観察すると確かによく集中していらっしゃいます。その集中によりマスターの魔素がエネルギー的に励起され、光の矢などがより強化されます。私はこの励起された魔素を活性化魔素と呼んでいます。
活性化魔素は万能です。使用用途によって変質する性能を有しており、強化に使うならより強化の効果を高め、破壊に使うならより破壊力を増します。つまり抑えた身体強化を実行するのに、より高性能でパワーのある魔素を使用しているのです。LOWギアにしたままでアクセルをベタ踏みするようなものです。
おわかりでしょうか。訓練が上手くいかないのも当然です。
集中する事と活性化魔素を作ることを別々の事として分けましょう。集中するとは意識を高め、目標に対する思考を研ぎ澄まして加速させる、と定義しましょう。一方今まで行ってきた集中は活性化または励起と呼称しましょうか。
この訓練時は常に『活性化』せず『集中』して行いましょう。
もう一つあります。
ここからはマスターを観測した結果感じた概念的な話になりますので、よくイメージを膨らませながらお聞きください。
マスターが身体強化[2]を行うとき、自分の体の器を[2]にしてそこに[2]の魔素を注いでいます。対して身体強化[1]の訓練を行うとき、[2]の状態から器だけを[1]に変化させていました。しかも[2]の魔素をなるべくこぼさないように無理やり[1]の器に押し込めようとしていました。結果魔素は収まりきらず、多くがこぼれていきました。さらにそこへ[2]の魔素を保持しようと注ぎ続けるので、なおのこと魔素の消費に拍車がかかっています。
ちなみにこの時点で使用されている魔素は活性化魔素です。本来なら[2]から[3]へ遷移するものです。
身体強化[1]を発動する時は[2]から[1]ではなく、強化無しから[1]の順で行うのが良いと考えます。また状況により[2]から[1]へ移行させたい時は、間に強化無しを挟んで[2]ー無しー[1]としてください。もちろん習熟度が上がれば[2]から[1]へのダイレクト遷移で構いません。
これらの順序処理はマスターの意識レベルの話なので、時間的には何も変わらないでしょう。
いかがでしょうか。
この話を聞いてマスターはとても感心して喜んでくれました。もうベッドに入る時間なのですが早速訓練を始めています。

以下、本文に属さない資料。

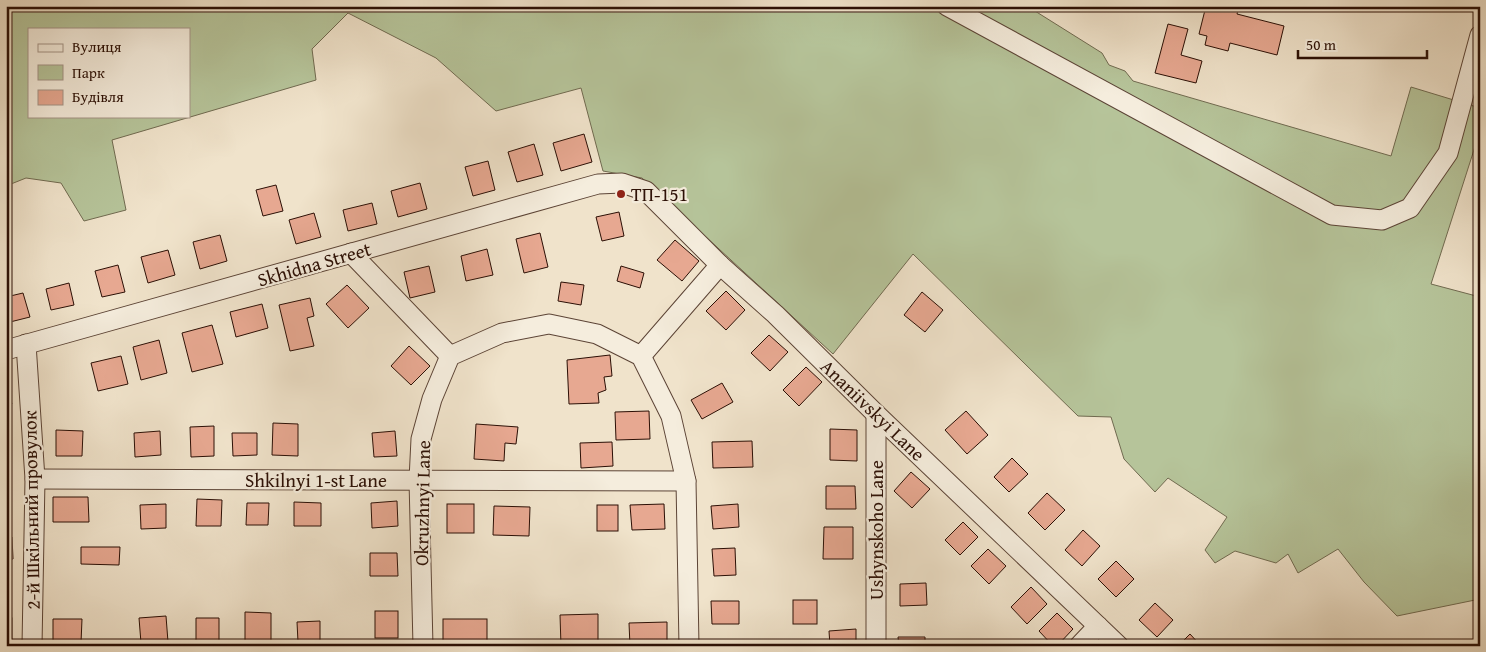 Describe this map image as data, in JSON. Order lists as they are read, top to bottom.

《そうですそうです! 無しから[1]へうまく起動できてます》
《待ってくださいそれではダメです。順序はいいですが活性化魔素になりかけてます》
《他が疎かになりすぎです! 歩きながらやってみてください》
調子に乗り過ぎましたね。深夜過ぎまで続けてしまいました。明日は遅めに起床するよう調整します。
無理にダンジョンで行う段階でもないので、明日はダンジョンをやめましょうかと提案しました。行くそうです。吸収もやるんだと張り切っています。それがマスターの望みであるなら私は最高の補佐をするまでです。
明日もマスターにとってよき日になりますように。